Este dia, em que fazemos “memória daqueles(as) que
já vivem a Páscoa definitiva”, é uma ocasião privilegiada para considerar a
morte como evento humano e cristão; sabemos do seu aspecto doloroso, mas, a
experiência cristã insiste que ela deve ser entendida também como um gesto de
generosidade: “morrer é deixar um lugar para os outros”.
Participando da morte de Jesus, podemos também
fazer de nossa morte um ato de decisão, de entrega, de oblação. A certeza de
nossa fé em Cristo, morto e ressuscitado, nos ajuda a tirar do coração os
medos, os impulsos egoístas de busca de segurança, a ilusão de sermos imortais,
e encontrar uma paz profunda que nos permita fazer de nossa vida uma oferenda
gratuita para a vida de outros.
O Evangelho nos ajuda a descobrir que o cuidado
doentio da própria vida atenta contra a qualidade humana e cristã dessa mesma
vida.
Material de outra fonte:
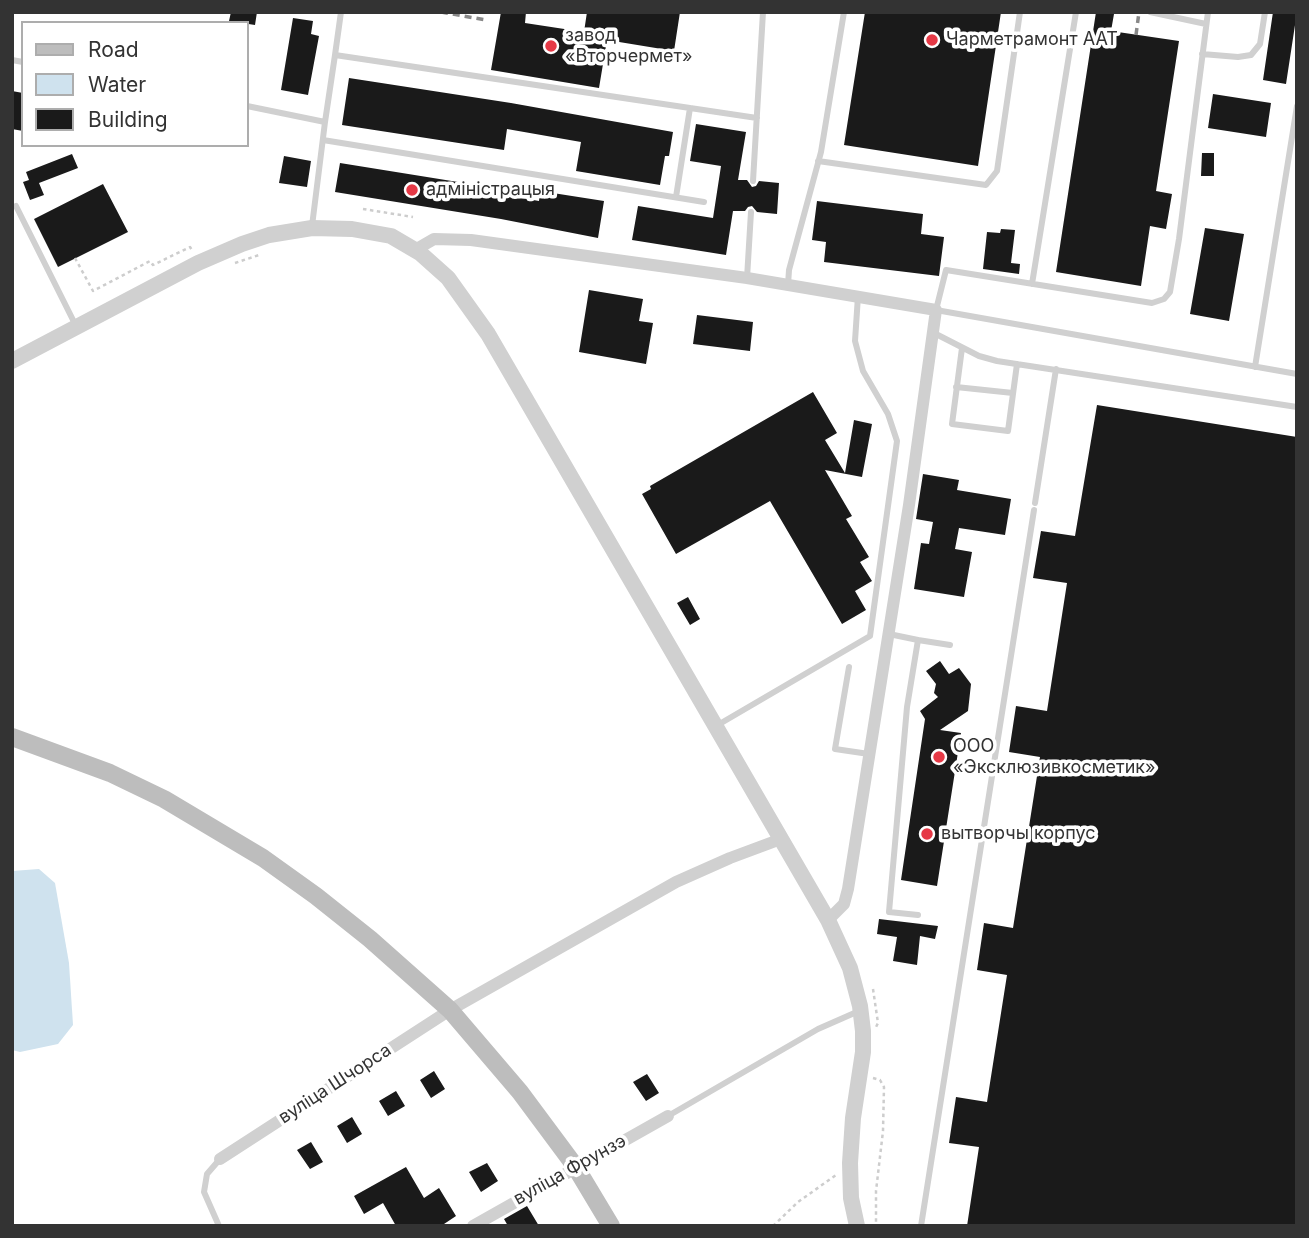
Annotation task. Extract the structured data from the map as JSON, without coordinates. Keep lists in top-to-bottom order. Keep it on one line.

Aqui descobrimos outra lei profunda da realidade: alcança-se a maturidade
da vida à medida em que ela é entregue para dar vida a outros.
O ser humano não deve admitir sua morte como uma
derrota humilhante, mas, do mesmo modo que pode dar direção à sua própria vida,
deve também incluir o ato de morrer, o último ato de sua vida, o ápice de sua
existência temporal.
A morte somente pode ter um sentido e significação
se a vida também os tiver; quando alguém sabe “para quê e para quem vive”,
realizando sua original missão, pode morrer em paz.
Aqueles que vivem intensamente enfrentam com grande
serenidade seu envelhecimento e a proximidade da morte, vendo nela mais uma
etapa no processo normal de seu amadurecimento e de sua realização.
Conscientes de ter vivido por alguma causa, de ter
levado uma vida plena, podem dar sentido e significado espontâneos ao último
ato de sua existência, a morte. É o modo como alguém vive que qualifica a
morte. Há mortes que, para além da inevitável dor que causam aos familiares e
amigos, provocam paz, agradecimento, vontade de viver seriamente, despertam
impulsos para se levantar e sair da superficialidade e da mediocridade.
Sabemos que toda expressão de vida flui para a
morte. No entanto, porque sabemos que somos mortais e dotados de liberdade,
nós, seres humanos, nos interrogamos sobre o sentido da vida; somos capazes de
vivê-la como um projeto, fruto de nossa decisão e podemos transformar a morte
no último e supremo ato de nosso viver.
A consciência de que se morre por alguma grande e
nobre causa despoja a morte de seu caráter de catástrofe absurda, não somente
aos olhos de quem vai morrer, mas também aos olhos dos que o amam.
A morte se transforma em “fator de criação de
vida”, em “boa notícia” para aqueles que se atreveram a viver como Jesus viveu.
Viveram para dar vida e morreram para defendê-la. Viveram a vida como entrega e
sua morte foi uma consequência lógica de seu modo de vida. Levaram a existência
até os limites de suas possibilidades e fizeram dela uma semente permanente de
vida. A lembrança da vida e da morte dessas pessoas continua semeando vontade
de viver com autenticidade. Elas derrotaram a morte.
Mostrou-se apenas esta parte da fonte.